▶ _Brief_:
What do the lines say, reproduced word for word, from the first of the entries below through the line bearing "0 #bdc4c2) drop-shadow(-2px"?

▶ _Data extract_:
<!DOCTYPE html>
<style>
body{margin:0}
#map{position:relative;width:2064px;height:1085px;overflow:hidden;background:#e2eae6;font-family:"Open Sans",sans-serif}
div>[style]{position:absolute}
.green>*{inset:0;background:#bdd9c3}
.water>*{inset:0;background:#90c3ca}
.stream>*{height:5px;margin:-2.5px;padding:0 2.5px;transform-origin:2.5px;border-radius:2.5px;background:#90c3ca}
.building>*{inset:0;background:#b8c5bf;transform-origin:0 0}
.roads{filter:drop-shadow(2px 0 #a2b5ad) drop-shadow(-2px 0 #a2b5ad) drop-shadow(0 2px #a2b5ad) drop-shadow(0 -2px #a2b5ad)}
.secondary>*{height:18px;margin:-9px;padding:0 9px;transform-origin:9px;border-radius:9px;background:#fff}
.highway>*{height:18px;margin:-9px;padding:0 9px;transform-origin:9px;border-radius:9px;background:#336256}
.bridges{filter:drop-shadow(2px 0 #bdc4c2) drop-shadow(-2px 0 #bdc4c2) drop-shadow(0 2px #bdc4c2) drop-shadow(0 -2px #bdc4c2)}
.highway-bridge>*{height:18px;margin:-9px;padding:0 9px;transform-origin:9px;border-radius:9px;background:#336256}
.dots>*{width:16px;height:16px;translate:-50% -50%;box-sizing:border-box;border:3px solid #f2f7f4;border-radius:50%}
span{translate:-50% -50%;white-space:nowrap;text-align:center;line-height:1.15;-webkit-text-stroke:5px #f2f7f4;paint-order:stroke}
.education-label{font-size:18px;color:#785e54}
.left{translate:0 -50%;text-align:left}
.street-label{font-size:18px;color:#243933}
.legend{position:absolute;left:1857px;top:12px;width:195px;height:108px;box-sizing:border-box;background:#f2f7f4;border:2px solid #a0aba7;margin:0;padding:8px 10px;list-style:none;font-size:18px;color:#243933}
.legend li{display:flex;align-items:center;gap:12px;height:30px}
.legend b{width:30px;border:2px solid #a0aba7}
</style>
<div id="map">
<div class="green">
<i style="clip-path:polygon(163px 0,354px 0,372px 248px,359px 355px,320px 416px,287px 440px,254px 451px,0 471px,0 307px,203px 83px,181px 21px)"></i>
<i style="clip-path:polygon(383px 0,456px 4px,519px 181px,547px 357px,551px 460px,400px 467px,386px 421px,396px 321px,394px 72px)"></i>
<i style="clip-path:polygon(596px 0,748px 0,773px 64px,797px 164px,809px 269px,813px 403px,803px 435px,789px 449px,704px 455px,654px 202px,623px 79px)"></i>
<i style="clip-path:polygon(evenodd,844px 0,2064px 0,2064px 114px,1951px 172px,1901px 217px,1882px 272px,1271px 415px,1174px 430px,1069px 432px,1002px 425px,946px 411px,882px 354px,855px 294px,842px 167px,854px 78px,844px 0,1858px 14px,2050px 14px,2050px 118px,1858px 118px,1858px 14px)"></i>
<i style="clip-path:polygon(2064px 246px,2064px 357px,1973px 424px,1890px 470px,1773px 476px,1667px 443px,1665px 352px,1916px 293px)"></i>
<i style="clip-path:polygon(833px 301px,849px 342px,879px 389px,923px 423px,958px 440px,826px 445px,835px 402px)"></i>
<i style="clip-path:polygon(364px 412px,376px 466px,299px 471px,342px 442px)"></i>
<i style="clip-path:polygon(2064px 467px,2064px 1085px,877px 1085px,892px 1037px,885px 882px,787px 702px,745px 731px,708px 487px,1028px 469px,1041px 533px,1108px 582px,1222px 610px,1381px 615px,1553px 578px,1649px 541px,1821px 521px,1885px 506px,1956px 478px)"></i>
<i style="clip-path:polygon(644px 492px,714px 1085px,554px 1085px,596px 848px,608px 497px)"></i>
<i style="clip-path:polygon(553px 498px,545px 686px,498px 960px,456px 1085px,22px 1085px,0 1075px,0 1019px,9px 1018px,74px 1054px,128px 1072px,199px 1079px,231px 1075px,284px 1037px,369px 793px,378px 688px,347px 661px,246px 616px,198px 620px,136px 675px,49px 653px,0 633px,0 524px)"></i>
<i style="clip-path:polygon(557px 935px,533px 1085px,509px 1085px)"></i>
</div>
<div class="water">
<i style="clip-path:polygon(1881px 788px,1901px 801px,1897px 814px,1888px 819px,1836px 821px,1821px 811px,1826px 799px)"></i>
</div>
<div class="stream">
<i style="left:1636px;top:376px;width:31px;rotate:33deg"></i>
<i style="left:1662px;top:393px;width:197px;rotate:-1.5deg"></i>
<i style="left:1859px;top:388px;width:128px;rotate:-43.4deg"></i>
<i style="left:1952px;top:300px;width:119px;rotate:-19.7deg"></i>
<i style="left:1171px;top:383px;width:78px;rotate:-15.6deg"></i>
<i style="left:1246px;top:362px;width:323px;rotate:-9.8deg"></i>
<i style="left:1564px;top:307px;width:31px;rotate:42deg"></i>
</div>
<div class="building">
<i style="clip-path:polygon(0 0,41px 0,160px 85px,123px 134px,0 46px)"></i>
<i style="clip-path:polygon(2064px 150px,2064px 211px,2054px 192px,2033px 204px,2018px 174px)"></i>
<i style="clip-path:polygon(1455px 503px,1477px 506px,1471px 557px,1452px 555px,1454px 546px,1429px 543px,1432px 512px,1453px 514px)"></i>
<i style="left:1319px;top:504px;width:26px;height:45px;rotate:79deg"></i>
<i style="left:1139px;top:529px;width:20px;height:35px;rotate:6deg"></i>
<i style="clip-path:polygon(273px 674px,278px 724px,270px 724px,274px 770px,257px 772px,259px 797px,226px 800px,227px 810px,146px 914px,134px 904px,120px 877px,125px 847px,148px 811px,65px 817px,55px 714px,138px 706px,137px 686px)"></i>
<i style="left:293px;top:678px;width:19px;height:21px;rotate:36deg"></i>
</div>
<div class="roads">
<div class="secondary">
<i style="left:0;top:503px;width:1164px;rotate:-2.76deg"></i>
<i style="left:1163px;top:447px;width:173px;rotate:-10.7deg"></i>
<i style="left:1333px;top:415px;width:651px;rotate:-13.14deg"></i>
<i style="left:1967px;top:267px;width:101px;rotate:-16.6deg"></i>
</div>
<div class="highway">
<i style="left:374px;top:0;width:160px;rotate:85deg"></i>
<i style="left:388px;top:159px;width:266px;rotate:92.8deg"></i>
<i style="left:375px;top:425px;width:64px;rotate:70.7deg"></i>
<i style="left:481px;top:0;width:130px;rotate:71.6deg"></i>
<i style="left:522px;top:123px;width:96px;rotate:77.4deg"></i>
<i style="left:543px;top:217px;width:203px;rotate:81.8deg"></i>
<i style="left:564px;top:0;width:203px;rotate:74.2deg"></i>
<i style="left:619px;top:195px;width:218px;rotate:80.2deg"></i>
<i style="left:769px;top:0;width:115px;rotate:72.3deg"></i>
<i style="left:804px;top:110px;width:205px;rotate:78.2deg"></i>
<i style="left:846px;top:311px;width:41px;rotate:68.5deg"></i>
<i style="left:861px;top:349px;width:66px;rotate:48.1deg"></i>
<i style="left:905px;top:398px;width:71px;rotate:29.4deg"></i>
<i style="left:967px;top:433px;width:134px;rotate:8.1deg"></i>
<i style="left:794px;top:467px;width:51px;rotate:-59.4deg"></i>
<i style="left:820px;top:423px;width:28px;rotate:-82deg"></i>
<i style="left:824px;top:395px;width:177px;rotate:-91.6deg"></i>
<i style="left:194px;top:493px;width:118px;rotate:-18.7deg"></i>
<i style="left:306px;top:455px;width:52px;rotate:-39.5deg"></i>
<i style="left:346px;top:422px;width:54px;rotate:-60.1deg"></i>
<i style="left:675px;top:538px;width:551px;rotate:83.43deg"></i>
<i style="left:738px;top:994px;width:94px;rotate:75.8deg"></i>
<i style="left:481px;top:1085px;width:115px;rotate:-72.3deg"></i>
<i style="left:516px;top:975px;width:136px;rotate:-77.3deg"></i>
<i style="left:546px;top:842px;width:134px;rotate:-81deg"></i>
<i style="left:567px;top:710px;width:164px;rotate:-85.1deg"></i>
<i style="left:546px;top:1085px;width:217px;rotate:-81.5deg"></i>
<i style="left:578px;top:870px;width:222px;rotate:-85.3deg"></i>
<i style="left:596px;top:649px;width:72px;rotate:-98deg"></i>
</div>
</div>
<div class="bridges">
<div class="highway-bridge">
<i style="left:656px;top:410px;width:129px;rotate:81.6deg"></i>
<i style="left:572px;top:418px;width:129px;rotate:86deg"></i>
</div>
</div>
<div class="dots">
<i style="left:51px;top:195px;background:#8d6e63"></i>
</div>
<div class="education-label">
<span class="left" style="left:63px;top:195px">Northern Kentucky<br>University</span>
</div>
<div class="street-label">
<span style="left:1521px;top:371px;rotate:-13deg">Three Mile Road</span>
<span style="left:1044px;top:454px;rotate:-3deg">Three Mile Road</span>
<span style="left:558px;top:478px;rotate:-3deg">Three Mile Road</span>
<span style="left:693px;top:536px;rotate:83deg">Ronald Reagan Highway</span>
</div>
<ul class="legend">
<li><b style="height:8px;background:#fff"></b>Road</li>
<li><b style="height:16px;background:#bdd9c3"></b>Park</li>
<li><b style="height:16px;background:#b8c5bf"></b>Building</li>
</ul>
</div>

▶ _Final answer_:
<!DOCTYPE html>
<style>
body{margin:0}
#map{position:relative;width:2064px;height:1085px;overflow:hidden;background:#e2eae6;font-family:"Open Sans",sans-serif}
div>[style]{position:absolute}
.green>*{inset:0;background:#bdd9c3}
.water>*{inset:0;background:#90c3ca}
.stream>*{height:5px;margin:-2.5px;padding:0 2.5px;transform-origin:2.5px;border-radius:2.5px;background:#90c3ca}
.building>*{inset:0;background:#b8c5bf;transform-origin:0 0}
.roads{filter:drop-shadow(2px 0 #a2b5ad) drop-shadow(-2px 0 #a2b5ad) drop-shadow(0 2px #a2b5ad) drop-shadow(0 -2px #a2b5ad)}
.secondary>*{height:18px;margin:-9px;padding:0 9px;transform-origin:9px;border-radius:9px;background:#fff}
.highway>*{height:18px;margin:-9px;padding:0 9px;transform-origin:9px;border-radius:9px;background:#336256}
.bridges{filter:drop-shadow(2px 0 #bdc4c2) drop-shadow(-2px 0 #bdc4c2) drop-shadow(0 2px #bdc4c2) drop-shadow(0 -2px #bdc4c2)}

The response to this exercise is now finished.